Before Monday, there were only two baseball records that I had marked down as being truly unbreakable.
The first was Cy Young's 511 career wins. The second was Johnny Vander Meer's consecutive no-hitters in 1938. Even if Major League Baseball is comprised of ultra-powerful cyborgs in the future, those records are not falling.
On Monday, a third unbreakable record was set. In an otherwise unspectacular 6-4 victory over the Minnesota Twins, New York Yankees closer Mariano Rivera recorded his 602nd career save. That figure gives him sole possession of baseball's all-time saves record, which was previously held by longtime San Diego Padres great Trevor Hoffman.
If you wanted to, you could entertain the notion that Rivera's record will be broken at some point down the line. After all, there will never be a shortage of good closers and, at some point, there will surely be someone who makes a run at Rivera's mark.
But nobody is going to break it. There are a couple of reasons why.
Longevity and Consistency
Rivera has been in the big leagues for 17 seasons and he's been the Yankees' full-time closer for 15 seasons. He has appeared in at least 45 games every season since 1996, and he's currently ninth on the all-time appearances list with 1,038.
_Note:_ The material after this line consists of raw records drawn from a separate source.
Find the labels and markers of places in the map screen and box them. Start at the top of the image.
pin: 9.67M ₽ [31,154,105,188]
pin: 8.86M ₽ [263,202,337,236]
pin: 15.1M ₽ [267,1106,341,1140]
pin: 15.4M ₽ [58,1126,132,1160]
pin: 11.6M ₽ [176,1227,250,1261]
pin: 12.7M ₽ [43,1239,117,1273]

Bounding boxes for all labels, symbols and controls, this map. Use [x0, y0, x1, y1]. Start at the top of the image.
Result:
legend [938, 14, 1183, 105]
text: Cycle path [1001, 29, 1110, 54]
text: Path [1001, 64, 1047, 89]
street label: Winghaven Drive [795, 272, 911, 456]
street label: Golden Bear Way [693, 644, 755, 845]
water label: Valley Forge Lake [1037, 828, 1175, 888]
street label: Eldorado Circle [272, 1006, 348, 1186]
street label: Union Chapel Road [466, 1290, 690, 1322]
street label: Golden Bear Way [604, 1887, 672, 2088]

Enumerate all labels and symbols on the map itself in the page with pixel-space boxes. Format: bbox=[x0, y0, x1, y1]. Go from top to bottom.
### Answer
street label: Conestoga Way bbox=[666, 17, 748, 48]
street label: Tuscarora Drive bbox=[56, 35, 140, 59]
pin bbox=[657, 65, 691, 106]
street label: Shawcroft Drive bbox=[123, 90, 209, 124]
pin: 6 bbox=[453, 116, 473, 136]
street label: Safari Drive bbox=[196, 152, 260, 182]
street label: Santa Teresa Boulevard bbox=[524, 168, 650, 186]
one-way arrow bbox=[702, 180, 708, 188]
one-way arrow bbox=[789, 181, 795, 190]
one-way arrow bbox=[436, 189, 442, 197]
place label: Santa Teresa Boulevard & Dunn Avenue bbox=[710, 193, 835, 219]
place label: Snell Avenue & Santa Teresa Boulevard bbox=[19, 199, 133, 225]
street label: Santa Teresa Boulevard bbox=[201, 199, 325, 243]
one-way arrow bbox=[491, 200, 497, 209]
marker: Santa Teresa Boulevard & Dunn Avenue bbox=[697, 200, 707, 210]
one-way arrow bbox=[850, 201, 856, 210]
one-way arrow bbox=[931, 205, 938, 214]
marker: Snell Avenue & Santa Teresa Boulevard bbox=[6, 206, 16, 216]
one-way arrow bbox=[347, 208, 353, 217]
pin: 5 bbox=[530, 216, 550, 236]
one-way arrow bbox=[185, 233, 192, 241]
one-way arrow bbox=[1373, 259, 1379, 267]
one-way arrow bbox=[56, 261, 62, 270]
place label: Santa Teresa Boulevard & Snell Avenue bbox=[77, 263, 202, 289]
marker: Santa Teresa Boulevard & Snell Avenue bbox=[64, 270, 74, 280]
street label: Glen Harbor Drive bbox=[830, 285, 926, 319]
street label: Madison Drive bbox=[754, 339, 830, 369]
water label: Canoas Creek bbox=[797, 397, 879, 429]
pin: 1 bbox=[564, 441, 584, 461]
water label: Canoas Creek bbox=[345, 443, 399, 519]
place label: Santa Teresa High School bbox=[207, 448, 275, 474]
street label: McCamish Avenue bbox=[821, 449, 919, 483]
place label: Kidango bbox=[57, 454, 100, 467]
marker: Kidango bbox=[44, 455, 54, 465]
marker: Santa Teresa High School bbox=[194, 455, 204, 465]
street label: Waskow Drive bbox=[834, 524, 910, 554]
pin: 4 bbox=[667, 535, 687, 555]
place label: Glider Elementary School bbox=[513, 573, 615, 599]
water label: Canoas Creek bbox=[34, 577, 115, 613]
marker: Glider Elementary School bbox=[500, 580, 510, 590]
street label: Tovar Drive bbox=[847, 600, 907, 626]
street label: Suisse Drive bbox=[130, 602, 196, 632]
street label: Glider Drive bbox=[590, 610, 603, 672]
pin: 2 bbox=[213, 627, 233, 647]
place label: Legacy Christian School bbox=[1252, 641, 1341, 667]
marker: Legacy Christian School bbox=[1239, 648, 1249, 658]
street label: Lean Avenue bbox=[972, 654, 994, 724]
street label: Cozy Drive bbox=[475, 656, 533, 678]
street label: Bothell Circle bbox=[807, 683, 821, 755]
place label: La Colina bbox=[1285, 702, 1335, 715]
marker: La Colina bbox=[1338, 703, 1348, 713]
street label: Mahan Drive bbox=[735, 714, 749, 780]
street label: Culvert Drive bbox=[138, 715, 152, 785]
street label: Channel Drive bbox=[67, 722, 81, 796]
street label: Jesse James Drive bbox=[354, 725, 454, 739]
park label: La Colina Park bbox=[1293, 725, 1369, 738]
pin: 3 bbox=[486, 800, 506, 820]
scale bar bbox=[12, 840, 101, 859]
This kind of reliability is rare for any pitcher—and it's even rarer for relievers.
For a variety of reasons, relievers just don't tend to last, and the ones who do generally don't last nearly as long as Rivera has. He's often been called a freak of nature, and it's hard to argue the point.
Of course, Rivera would not have lasted this long had he been lousy at his job, and that brings us to the next reason his record will never fall.
Another point that has often been made about Rivera is that he has been so dominant for so long using, primarily, just one pitch: his vicious cutter.
But you really have to look at the numbers to understand just how dominant Rivera has been.
On the all-time lists, Rivera's career ERA of 2.22 is good for 13th, his career hits per nine innings pitched of 6.95 is good for sixth and his career WHIP of 0.99 is good for second.
This is not among relievers. This is among all pitchers. To say that he is one of the most dominant pitchers in baseball history is not an understatement.
Clearly, the fact that Rivera's average season consists of 39 saves is not an accident. It is, however, a byproduct of Rivera's partnership with the Yankees.
As great as Rivera is, there's no way he gets to 602 career saves without a little help from the Yankees; he doesn't get saves unless the Yankees give him games to save.
And the Yankees have certainly done that.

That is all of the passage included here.